*** Block opens ***
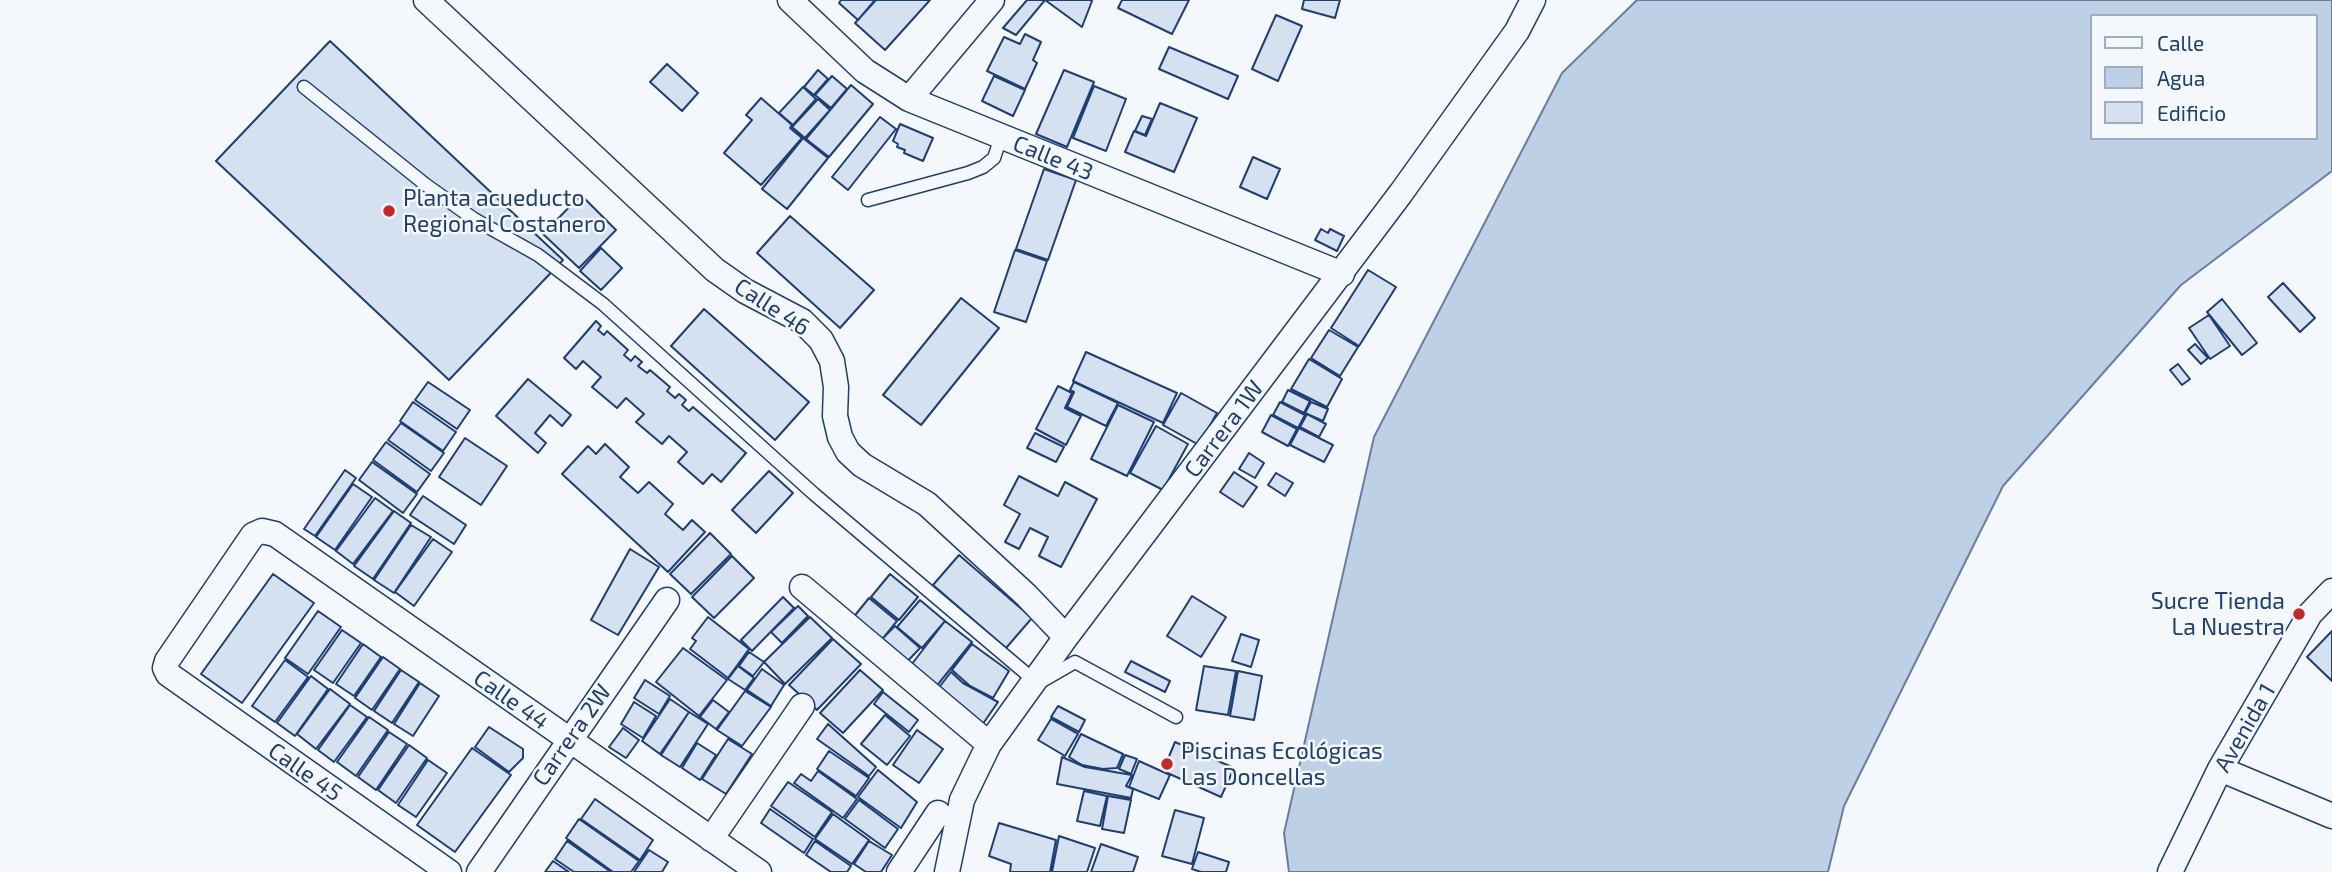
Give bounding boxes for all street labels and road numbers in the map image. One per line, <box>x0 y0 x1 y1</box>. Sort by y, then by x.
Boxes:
street label: Calle 43 <box>1009 130 1097 186</box>
street label: Calle 46 <box>729 273 815 341</box>
street label: Carrera 1W <box>1179 375 1269 483</box>
street label: Calle 44 <box>468 664 554 736</box>
street label: Carrera 2W <box>527 679 617 791</box>
street label: Avenida 1 <box>2209 679 2281 777</box>
street label: Calle 45 <box>263 737 347 807</box>

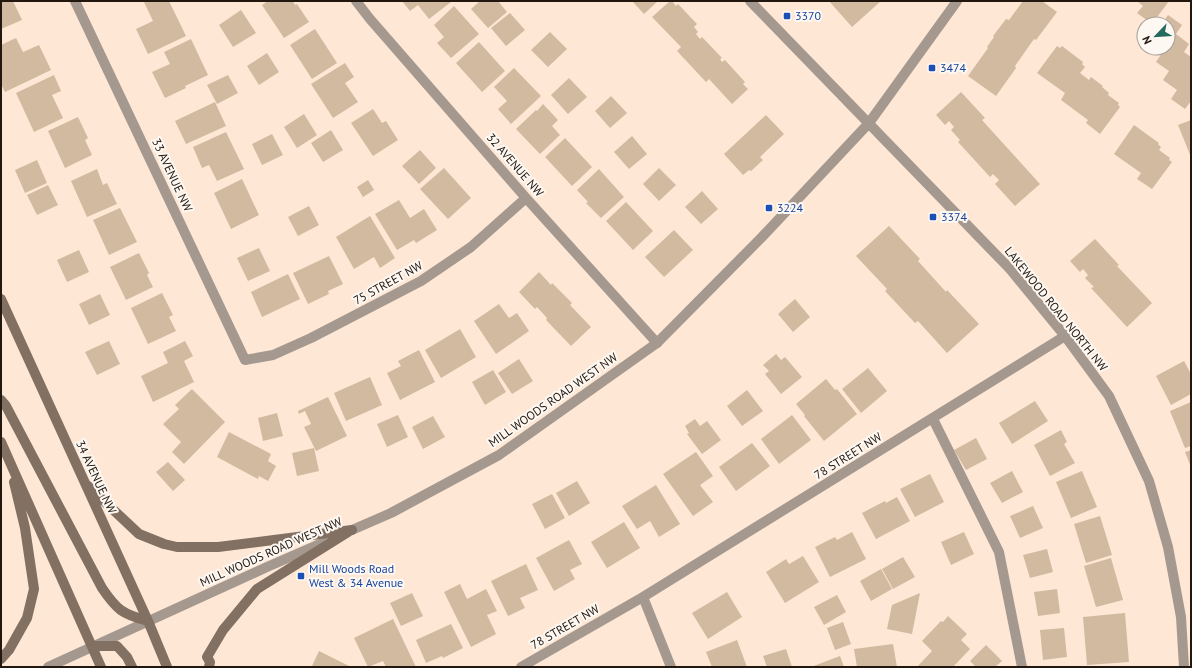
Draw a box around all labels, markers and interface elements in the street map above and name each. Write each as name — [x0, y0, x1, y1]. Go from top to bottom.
place label: 3370 — [795, 8, 822, 23]
marker: 3370 — [782, 11, 792, 21]
north arrow — [1136, 16, 1176, 56]
text: N — [1139, 34, 1155, 46]
place label: 3474 — [940, 60, 967, 75]
marker: 3474 — [927, 63, 937, 73]
street label: 32 AVENUE NW — [484, 130, 547, 200]
street label: 33 AVENUE NW — [149, 136, 196, 214]
place label: 3224 — [777, 200, 804, 215]
marker: 3224 — [764, 203, 774, 213]
place label: 3374 — [941, 209, 968, 224]
marker: 3374 — [928, 212, 938, 222]
street label: LAKEWOOD ROAD NORTH NW — [1002, 244, 1111, 374]
street label: 75 STREET NW — [351, 257, 425, 308]
street label: MILL WOODS ROAD WEST NW — [485, 349, 620, 450]
street label: 78 STREET NW — [811, 429, 884, 482]
street label: 34 AVENUE NW — [73, 438, 120, 516]
street label: MILL WOODS ROAD WEST NW — [197, 513, 344, 590]
place label: Mill Woods Road West & 34 Avenue — [309, 561, 403, 590]
marker: Mill Woods Road West & 34 Avenue — [296, 571, 306, 581]
street label: 78 STREET NW — [528, 601, 602, 652]

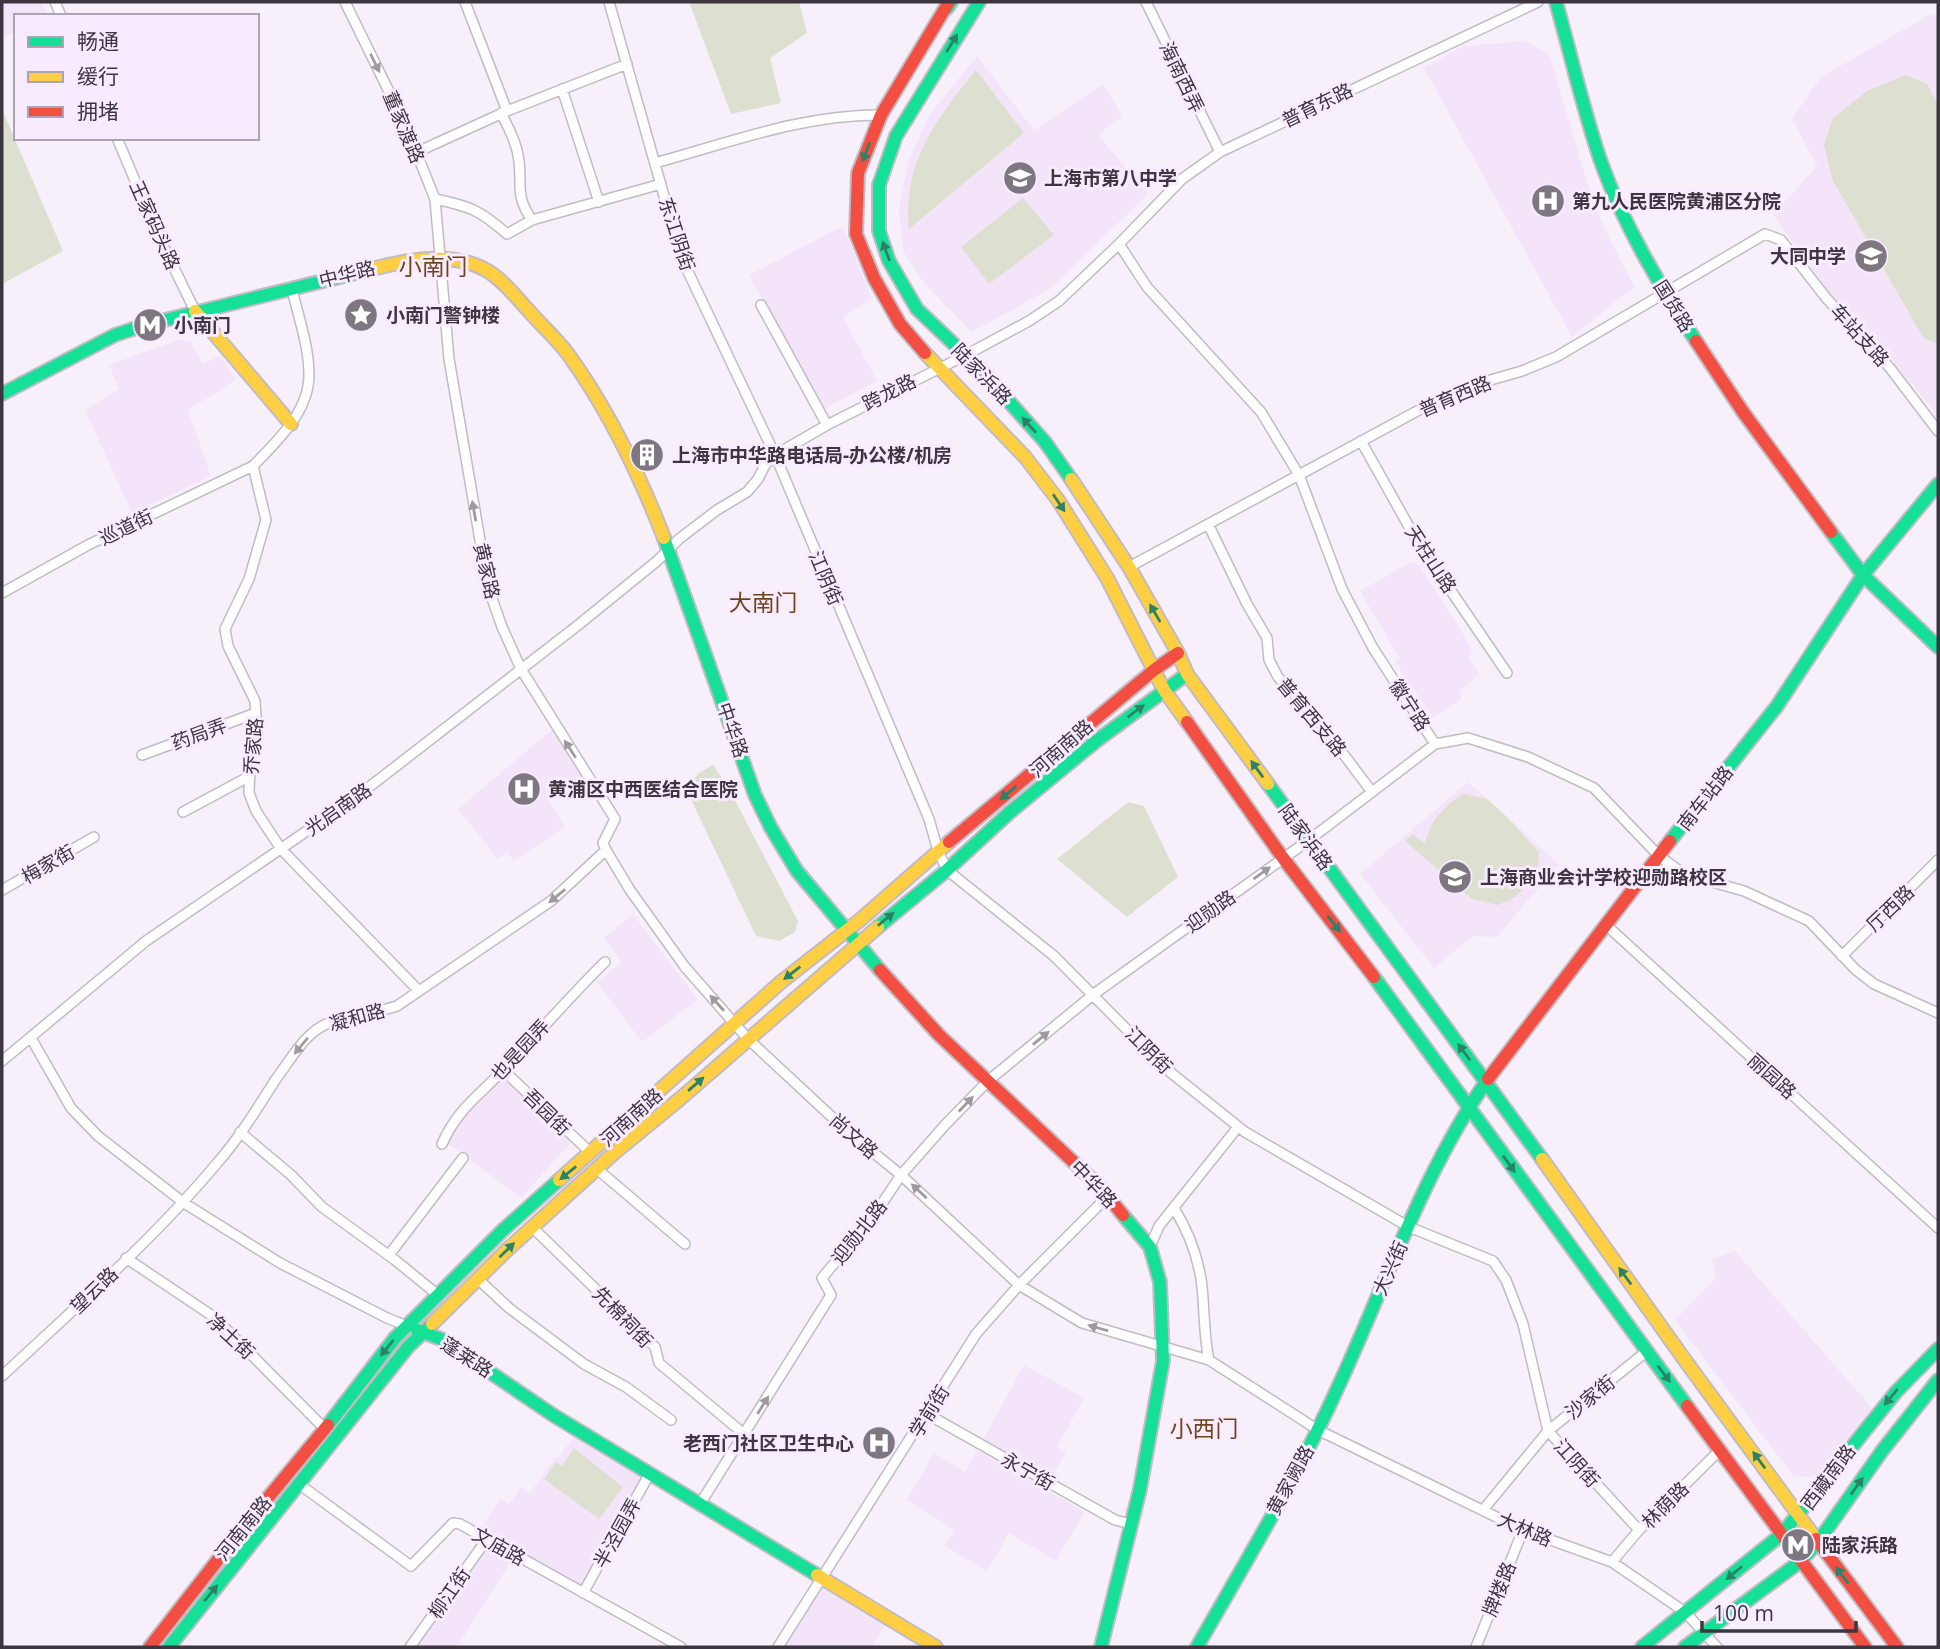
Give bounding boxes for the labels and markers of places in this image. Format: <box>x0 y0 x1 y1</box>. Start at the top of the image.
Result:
school or university icon: 上海市第八中学 <box>1001 159 1039 197</box>
place label: 上海市第八中学 <box>1044 165 1177 191</box>
hospital icon: 第九人民医院黄浦区分院 <box>1529 182 1567 220</box>
place label: 第九人民医院黄浦区分院 <box>1572 188 1781 214</box>
school or university icon: 大同中学 <box>1852 237 1890 275</box>
place label: 大同中学 <box>1770 243 1846 269</box>
place icon: 小南门警钟楼 <box>342 296 380 334</box>
place label: 小南门警钟楼 <box>386 302 500 328</box>
metro station icon: 小南门 <box>131 306 169 344</box>
place label: 小南门 <box>174 312 231 338</box>
building icon: 上海市中华路电话局-办公楼/机房 <box>628 436 666 474</box>
place label: 上海市中华路电话局-办公楼/机房 <box>672 442 952 468</box>
hospital icon: 黄浦区中西医结合医院 <box>505 770 543 808</box>
place label: 黄浦区中西医结合医院 <box>548 776 738 802</box>
school or university icon: 上海商业会计学校迎勋路校区 <box>1436 858 1474 896</box>
place label: 上海商业会计学校迎勋路校区 <box>1480 864 1727 890</box>
hospital icon: 老西门社区卫生中心 <box>860 1424 898 1462</box>
place label: 老西门社区卫生中心 <box>683 1430 854 1456</box>
metro station icon: 陆家浜路 <box>1779 1526 1817 1564</box>
place label: 陆家浜路 <box>1822 1532 1898 1558</box>

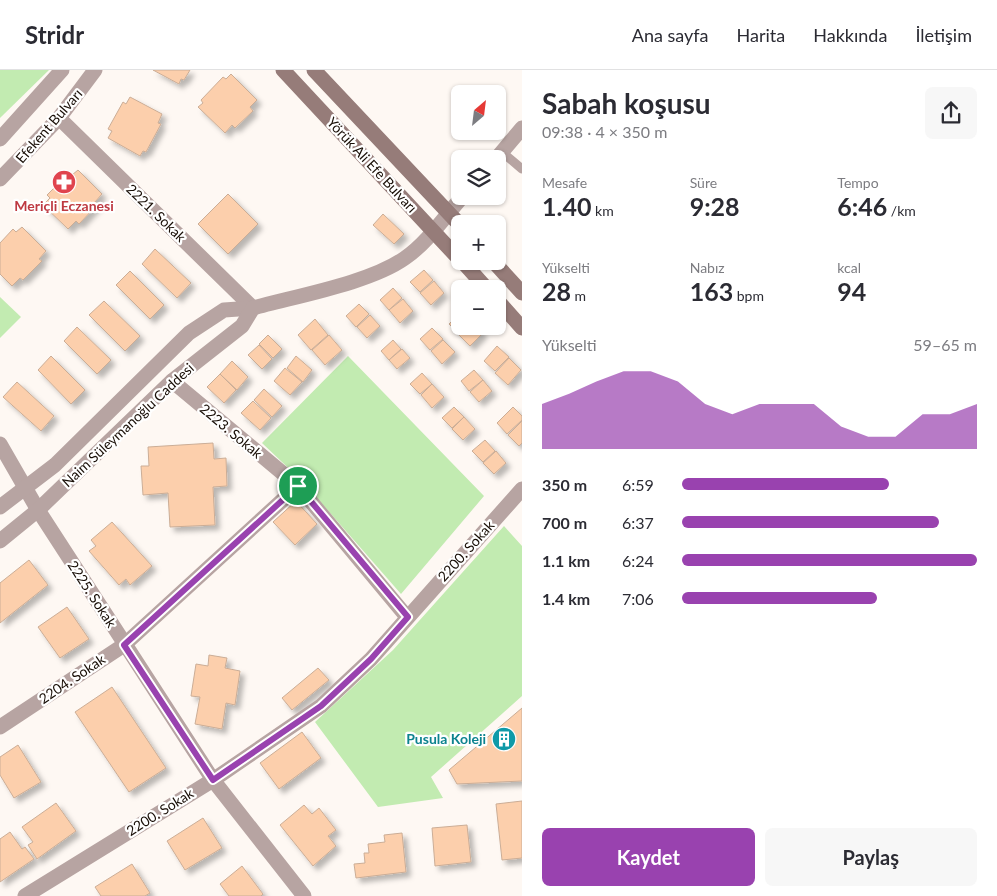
*** Block closes ***
Write the records out once more, exactly as they appear, with no pictures.

== Solution to this exercise ==
Give bounding boxes for all street labels and road numbers in the map image. One per line, <box>x0 y0 x1 y1</box>. Sort by y, then by x.
Boxes:
street label: Calle 43 <box>1009 130 1097 186</box>
street label: Calle 46 <box>729 273 815 341</box>
street label: Carrera 1W <box>1179 375 1269 483</box>
street label: Calle 44 <box>468 664 554 736</box>
street label: Carrera 2W <box>527 679 617 791</box>
street label: Avenida 1 <box>2209 679 2281 777</box>
street label: Calle 45 <box>263 737 347 807</box>

Draw a box around all labels, markers and interface elements in the street map above and name each. Write each as name — [x0, y0, x1, y1]. Go from top to bottom.
place label: 3370 — [795, 8, 822, 23]
marker: 3370 — [782, 11, 792, 21]
north arrow — [1136, 16, 1176, 56]
text: N — [1139, 34, 1155, 46]
place label: 3474 — [940, 60, 967, 75]
marker: 3474 — [927, 63, 937, 73]
street label: 32 AVENUE NW — [484, 130, 547, 200]
street label: 33 AVENUE NW — [149, 136, 196, 214]
place label: 3224 — [777, 200, 804, 215]
marker: 3224 — [764, 203, 774, 213]
place label: 3374 — [941, 209, 968, 224]
marker: 3374 — [928, 212, 938, 222]
street label: LAKEWOOD ROAD NORTH NW — [1002, 244, 1111, 374]
street label: 75 STREET NW — [351, 257, 425, 308]
street label: MILL WOODS ROAD WEST NW — [485, 349, 620, 450]
street label: 78 STREET NW — [811, 429, 884, 482]
street label: 34 AVENUE NW — [73, 438, 120, 516]
street label: MILL WOODS ROAD WEST NW — [197, 513, 344, 590]
place label: Mill Woods Road West & 34 Avenue — [309, 561, 403, 590]
marker: Mill Woods Road West & 34 Avenue — [296, 571, 306, 581]
street label: 78 STREET NW — [528, 601, 602, 652]

Give bounding boxes for the labels and markers of places in this image. Format: <box>x0 y0 x1 y1</box>. Start at the top of the image.
Result:
school or university icon: 上海市第八中学 <box>1001 159 1039 197</box>
place label: 上海市第八中学 <box>1044 165 1177 191</box>
hospital icon: 第九人民医院黄浦区分院 <box>1529 182 1567 220</box>
place label: 第九人民医院黄浦区分院 <box>1572 188 1781 214</box>
school or university icon: 大同中学 <box>1852 237 1890 275</box>
place label: 大同中学 <box>1770 243 1846 269</box>
place icon: 小南门警钟楼 <box>342 296 380 334</box>
place label: 小南门警钟楼 <box>386 302 500 328</box>
metro station icon: 小南门 <box>131 306 169 344</box>
place label: 小南门 <box>174 312 231 338</box>
building icon: 上海市中华路电话局-办公楼/机房 <box>628 436 666 474</box>
place label: 上海市中华路电话局-办公楼/机房 <box>672 442 952 468</box>
hospital icon: 黄浦区中西医结合医院 <box>505 770 543 808</box>
place label: 黄浦区中西医结合医院 <box>548 776 738 802</box>
school or university icon: 上海商业会计学校迎勋路校区 <box>1436 858 1474 896</box>
place label: 上海商业会计学校迎勋路校区 <box>1480 864 1727 890</box>
hospital icon: 老西门社区卫生中心 <box>860 1424 898 1462</box>
place label: 老西门社区卫生中心 <box>683 1430 854 1456</box>
metro station icon: 陆家浜路 <box>1779 1526 1817 1564</box>
place label: 陆家浜路 <box>1822 1532 1898 1558</box>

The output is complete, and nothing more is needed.